Gaming and the Busy Adult

Caspar David Friedrich, Wanderer Above the Sea of Fog, If you’re anything like me, you started playing roleplaying games sometime in your teens. You know, back when it was nothing to start a game Friday night, pass out from exhaustion early Saturday morning, wake up at noon and continue from the night before with a quick lunch of leftover pizza. Then one day you wake up and realize that you haven’t had a decent game session in almost a year thanks to your job, bills, and responsibilities to your family. Even thinking about staying up all night makes you tired. Most times it’s a slow decline; for some people it happens the second they move out to college or to follow a career.

How do you find the time to play? How do you get started again once your flow has been disrupted? How do you organize a group of your own?

The honest answer is this: Hard work and a whole lot of luck.

The more helpful answer is to take a look at the things I’ve learned over the years and see if you can apply them to your search for games.

There are games to join if you look for them.

Yeah, this seems obvious, but there’s more work involved than you might think, and there are a lot more resources than you might realize. The easiest is to just go into a game store near where you live and let them know you’re looking for a group to join. Depending on where you are, you could also put out ads or flyers; you’d be surprised how well those work on a college bulletin board or (as I found in my own experience) the bus stops on a military base. And in today’s modern world. the Internet is a fantastic resource; heck, there’s even a reddit page (http://www.reddit.com/r/lfg/) dedicated specifically to finding a physical group or a game played online.

You’re not necessarily going to find a group into which you fit on the first try, or even on the seventh, but you’re not going to find a group at all if you don’t look for one.

Be willing to try new things.

Maybe all you’ve ever played is hardline fantasy games and your interest in sci-fi is limited to knowing there are six Star Wars movies. Don’t turn down an opportunity to try out a space exploration game just because it’s not in your realm of experience. You won’t know you don’t like something if you don’t try it, and just because they’re playing a sci-fi game now doesn’t mean they won’t switch to something else later on.

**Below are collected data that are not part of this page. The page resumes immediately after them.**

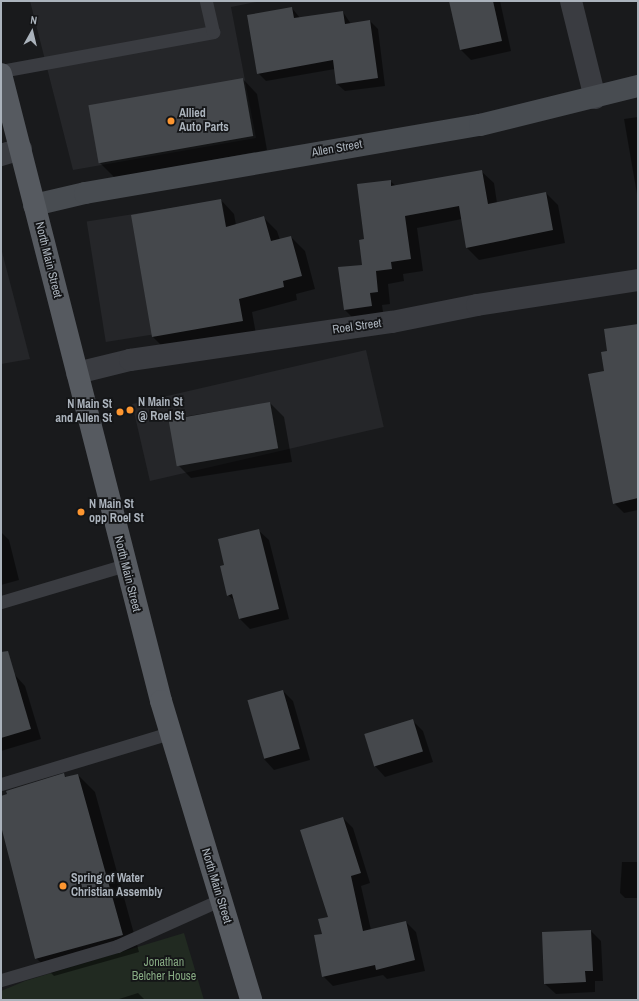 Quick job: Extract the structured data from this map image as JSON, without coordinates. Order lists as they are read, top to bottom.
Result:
{
  "streets": {
    "main road": ["North Main Street"],
    "street": ["Allen Street", "Roel Street"]
  },
  "crossings": [
    ["Allen Street", "North Main Street"],
    ["North Main Street", "Roel Street"]
  ],
  "parks": ["Jonathan Belcher House"],
  "places": [
    "Allied Auto Parts",
    "N Main St @ Roel St",
    "N Main St and Allen St",
    "N Main St opp Roel St",
    "Spring of Water Christian Assembly"
  ],
  "north": "top"
} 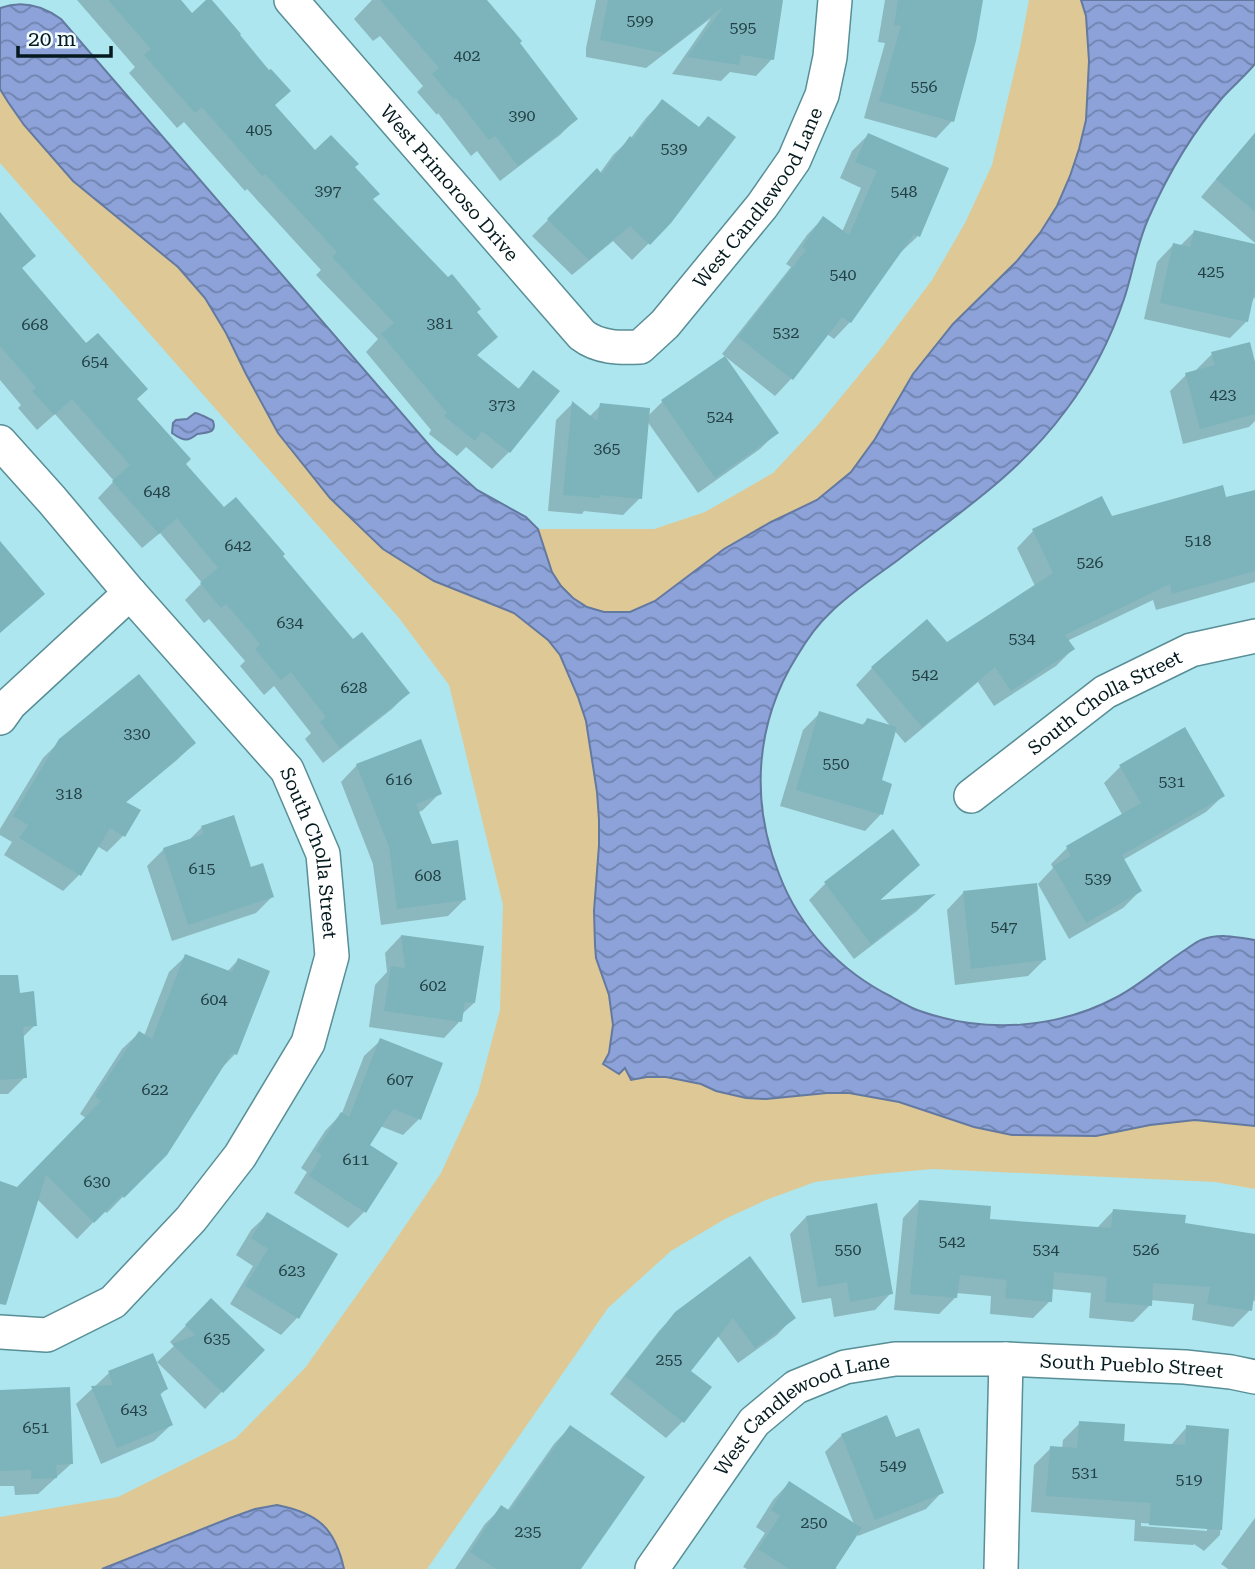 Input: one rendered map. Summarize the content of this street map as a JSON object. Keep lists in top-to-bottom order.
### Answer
{
  "streets": {
    "street": [
      "West Primoroso Drive",
      "West Candlewood Lane",
      "South Cholla Street",
      "South Pueblo Street"
    ]
  },
  "crossings": [
    ["West Primoroso Drive", "West Candlewood Lane"],
    ["West Candlewood Lane", "South Pueblo Street"]
  ],
  "house_numbers": [
    "599",
    "595",
    "402",
    "556",
    "390",
    "405",
    "539",
    "397",
    "548",
    "425",
    "540",
    "381",
    "668",
    "532",
    "654",
    "423",
    "373",
    "524",
    "365",
    "648",
    "518",
    "642",
    "526",
    "634",
    "534",
    "542",
    "628",
    "330",
    "550",
    "616",
    "531",
    "318",
    "615",
    "608",
    "539",
    "547",
    "602",
    "604",
    "607",
    "622",
    "611",
    "630",
    "542",
    "550",
    "534",
    "526",
    "623",
    "635",
    "255",
    "643",
    "651",
    "549",
    "531",
    "519",
    "250",
    "235"
  ],
  "scale_bar": "20 m"
}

Another big change I’ve seen is someone organizing a group and having to go from being a player to being a GM and teaching new people how to play. Don’t be afraid of this if it’s the only way to play. If you aren’t that creative, there are pre-published adventures for just about every system you can think of, and for all you know you might stir your players to try out the captain’s chair for themselves.

Adapt your playing style.

Everyone has at least one story where the players and the DM were trying to play two drastically different games, and almost everybody’s got at least one story about the new player who just doesn’t get it. You’re going to be that new player at least once; the trick is to not let it bother you and adapt to the group’s style if you can. There’s fun to be had in all types of games, be they high-fantasy roleplay or a goofy, hack-n-slash dungeon crawl. Learn to have fun playing a variety of styles and you’ll never have much trouble finding a group to play with.

Quality over quantity.

I’m going to school full-time, working the hours when I’m not in school, and calculating how much time I’ll have to sleep in between loads of homework. And I still manage to be a part of three different gaming groups right now. “How could you possibly have time to do that?” you might be thinking, though likely you might also be thinking I’m lying. The truth is that the groups I play with don’t meet all that often and only play for a couple hours at a time when we do get together, but we make the most of every minute we have to play.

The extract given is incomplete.